Rori Picker is our new Associate for Interfaith Relations. She is currently a junior in the CUNY Honors College at Hunter College, majoring in Religion and Political Science while studying Classical Arabic and Classical Greek, hoping to match these two languages to the proficiency she gained in Hebrew through her Yeshiva education. Through these languages, Rori hopes to delve deeper into the culture of these ancient tongues, and thus gain further insight into the people and faiths that spoke them. Ultimately, Rori hopes to combine all of her studies into a career in interfaith relations.

Andrew Olsen is our new Associate for Interfaith Relations. He is currently in the final year of his Master of Divinity degree at Princeton Theological Seminary. During the course of his theological studies, Andrew has developed a particular interest in working for peace and justice in the world. He is also interested in learning more about interfaith dialogue and cooperation. He says, "Interning for Religions for Peace-USA seemed to be the perfect way to explore these two areas and to have the opportunity to interact with people from a variety of religious perspectives." Andrew will be working on "The People Speak" campaign, and helping to develop proposals for a couple of new projects.

Asya is currently a senior at Hunter College working on her Bachelor’s Degree in Psychology and Religion. Asya learned of RFP-USA from the president of the South African chapter, Ms. Meskin on a plane conversation to New York. Inspired by the conversation and intrigued by the opportunity she joined the organization. Her first project here involved researching and compiling the multi-faith calendar for the website. Through her internship she hopes to expand her understanding of world religions and be introduced to a career in a related field.

Advanced Media Training: Religious Leaders and the Media
Learn the skills you need to shape the future of your faith-based organization, community and culture.

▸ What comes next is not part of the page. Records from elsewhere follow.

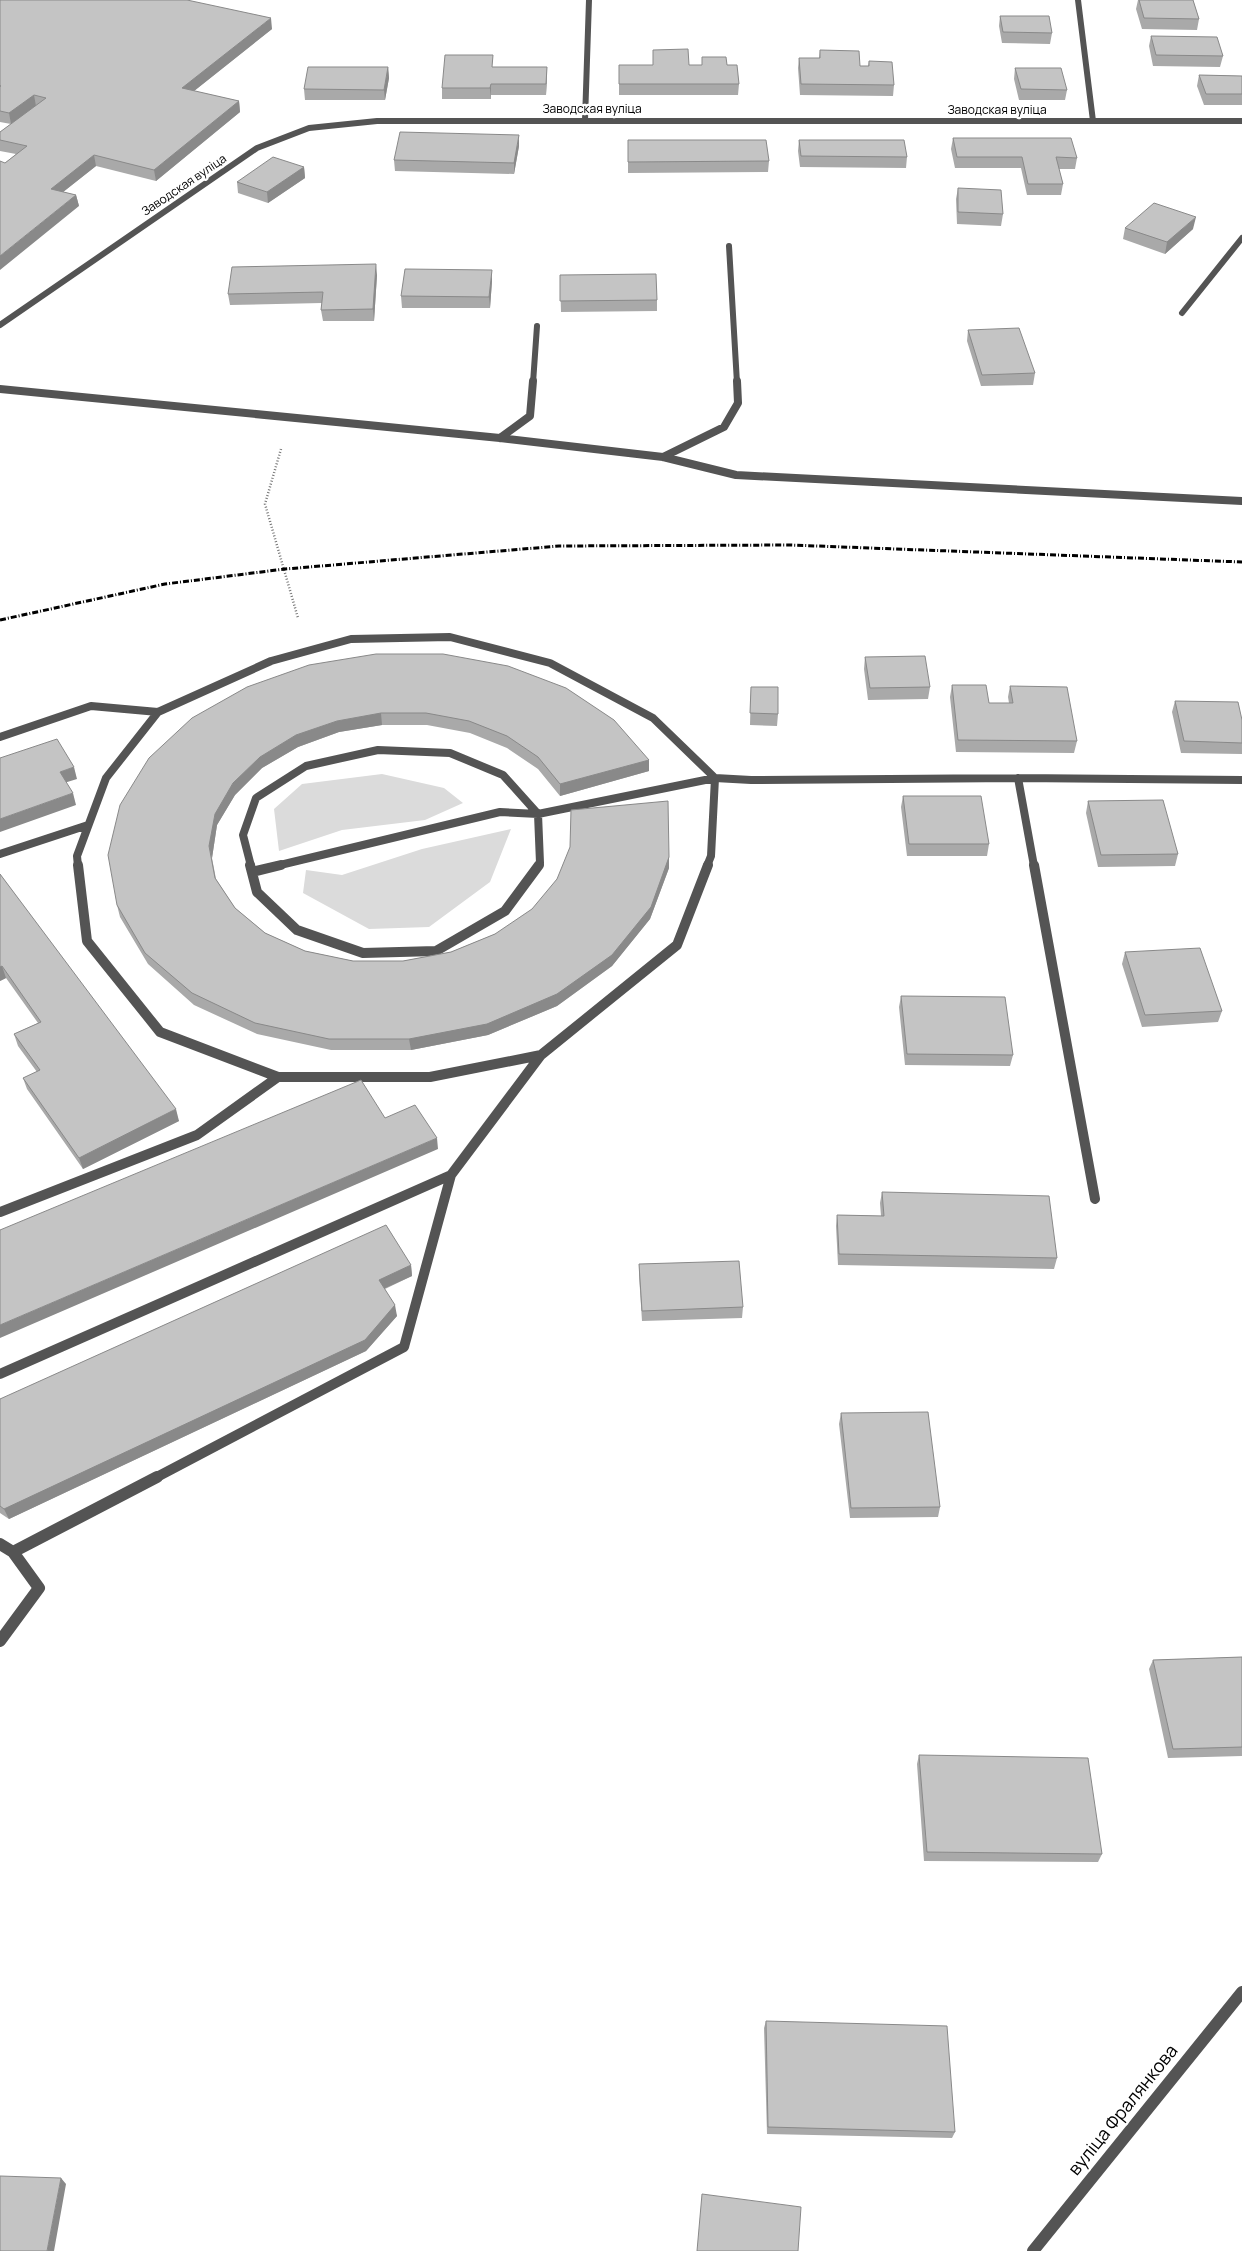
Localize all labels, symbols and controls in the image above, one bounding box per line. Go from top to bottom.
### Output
street label: Заводская вуліца [542,100,642,117]
street label: Заводская вуліца [947,101,1047,118]
street label: Заводская вуліца [138,150,230,219]
street label: вуліца Фралянкова [1062,2039,1182,2180]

Auburn Media is offering a special one-day media training workshop on November 14th led by Callie Crossley, Emmy Award winning director and former producer for ABC New's 20/20. Crossley, a 2002 fellow at Harvard University's Institute of Politics. This is for a select group of multifaith religious leaders in a day of intimate, intensive media training to craft messages and communicate effectively in the media. The full-day workshop will provide: personalized assistance in developing the tools needed to shape a core message for media presentations; strategies for interview etiquette and effective communication, using video and audio playback; and guidance on how to develop media contacts for you and/or your organization.

You are encouraged to register for the 10am - 4pm as soon as possible. The fee for the workshop is $350. You will receive training materials, a videotape of your performance and lunch. For more information, please contact Kellie Anderson-Picallo at Auburn Media, 212 662-4315.

Bible Literacy Project
The nonprofit Bible Literacy Project, which is based in Fairfax, Virginia, spent six years and two million dollars developing "The Bible and Its Influence." The textbook was recently introduced in ceremonies in Washington D.C.. The $50 book for high school students will soon be supported by a forthcoming teacher's guide. Forty-one contributors from prominent evangelical, mainline Protestant, Roman Catholic, Eastern Orthodox, Jewish traditions as well as secular experts participated in the project. Please visit www.bibleliteracy.org.

Global Priorities Campaign
The Global Priorities Campaign (GPC), an international, interfaith initiative to mobilize religious-based communities to bring about change in national and global budget priorities in favor of eradicating poverty and meeting human needs, will be launched in New York this month.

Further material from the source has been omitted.